Comedian Tim Dillon also referenced Ben Affleck’s observation that “it’s cheaper to film in Ireland than the U.S.,” highlighting how geography now functions as an economic strategy rather than a creative constraint.

Meanwhile, Cornell sociologist Marina A. Adler observed that “in 2024, international markets drove 70% of Hollywood’s box office,” reinforcing the reality that global audiences—not domestic ones—now sustain the industry’s financial engine.

The New Economics of Global Film

The global film industry is projected to reach $417 billion by 2029, driven largely by streaming expansion, international co-productions, and localized storytelling ecosystems, according to Technavio.

This new model is less about exporting Hollywood content and more about blending regional creativity with global distribution systems. It is also increasingly shaped by tourism and cultural spillovers, where screen content directly influences real-world economies.

A strong example of this dynamic is visible in Outlander’s Scotland Effect: How a TV Series Boosted Tourism by Millions, where filmed landscapes translated into sustained tourism inflows. Cinema is no longer just entertainment—it is economic infrastructure.

A Global Cinematic Tapestry

Global cinema’s rise does not signal the end of Hollywood. Instead, it marks the transition into a multipolar storytelling system where influence is distributed across regions.
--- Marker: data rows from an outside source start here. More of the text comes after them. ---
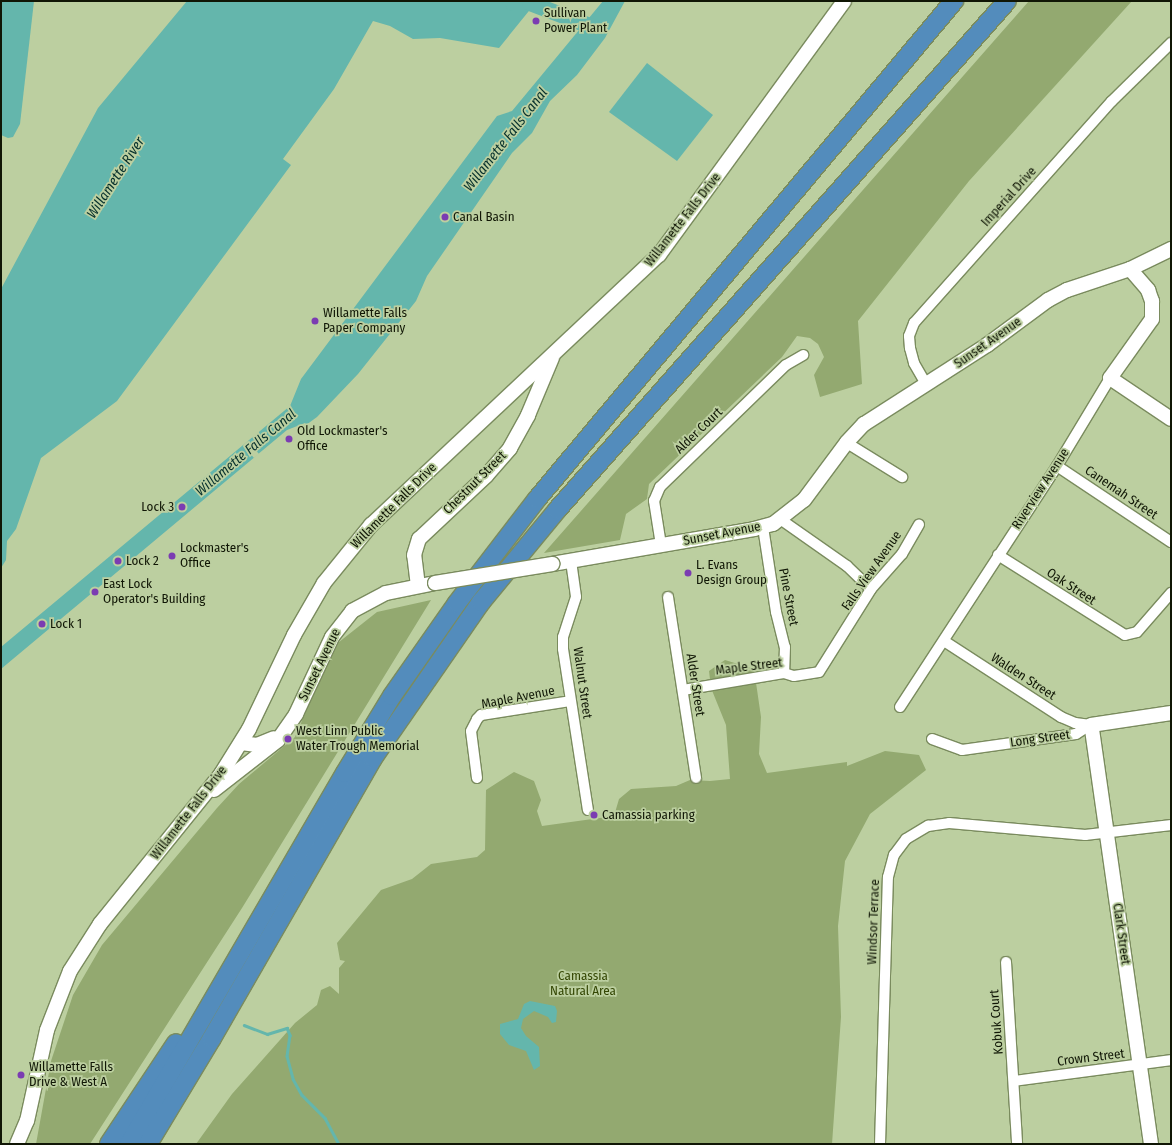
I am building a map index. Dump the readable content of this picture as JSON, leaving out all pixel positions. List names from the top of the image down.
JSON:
{
  "streets": {
    "street": [
      "Imperial Drive",
      "Willamette Falls Drive",
      "Sunset Avenue",
      "Alder Court",
      "Chestnut Street",
      "Riverview Avenue",
      "Canemah Street",
      "Falls View Avenue",
      "Oak Street",
      "Pine Street",
      "Maple Street",
      "Walden Street",
      "Walnut Street",
      "Alder Street",
      "Maple Avenue",
      "Long Street",
      "Windsor Terrace",
      "Clark Street",
      "Kobuk Court",
      "Crown Street"
    ]
  },
  "crossings": [
    ["Imperial Drive", "Sunset Avenue"],
    ["Willamette Falls Drive", "Sunset Avenue"],
    ["Willamette Falls Drive", "Chestnut Street"],
    ["Sunset Avenue", "Alder Court"],
    ["Sunset Avenue", "Chestnut Street"],
    ["Sunset Avenue", "Riverview Avenue"],
    ["Sunset Avenue", "Pine Street"],
    ["Sunset Avenue", "Walnut Street"],
    ["Riverview Avenue", "Canemah Street"],
    ["Riverview Avenue", "Oak Street"],
    ["Riverview Avenue", "Walden Street"],
    ["Falls View Avenue", "Maple Street"],
    ["Pine Street", "Maple Street"],
    ["Maple Street", "Alder Street"],
    ["Walden Street", "Long Street"],
    ["Walden Street", "Clark Street"],
    ["Walnut Street", "Maple Avenue"],
    ["Long Street", "Clark Street"],
    ["Windsor Terrace", "Clark Street"],
    ["Clark Street", "Crown Street"],
    ["Kobuk Court", "Crown Street"]
  ],
  "water": ["Willamette Falls Canal", "Willamette River"],
  "parks": ["Camassia Natural Area"],
  "places": [
    "Sullivan Power Plant",
    "Canal Basin",
    "Willamette Falls Paper Company",
    "Old Lockmaster's Office",
    "Lock 3",
    "Lockmaster's Office",
    "Lock 2",
    "L. Evans Design Group",
    "East Lock Operator's Building",
    "Lock 1",
    "West Linn Public Water Trough Memorial",
    "Camassia parking",
    "Willamette Falls Drive & West A"
  ]
}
Hollywood still holds capital and infrastructure advantage, but its monopoly over narrative imagination has weakened. Bollywood continues to scale mass production, Nollywood contributes high-volume creativity and adaptability, and Korean cinema demonstrates precision-driven global appeal.

These shifts reinforce the argument in Africa’s Cinematic Surge: How the Continent Is Becoming a Global Filmmaking Powerhouse, where Africa is no longer positioned as a recipient of content but as a co-author of global film culture.

At the same time, audience behaviour is becoming the final deciding force. Viewers are no longer loyal to origin—they are loyal to authenticity, relatability, and emotional resonance.

The future of cinema is not Western or Eastern. It is networked, borderless, and increasingly shaped by wherever compelling stories can be produced, financed, and distributed at scale.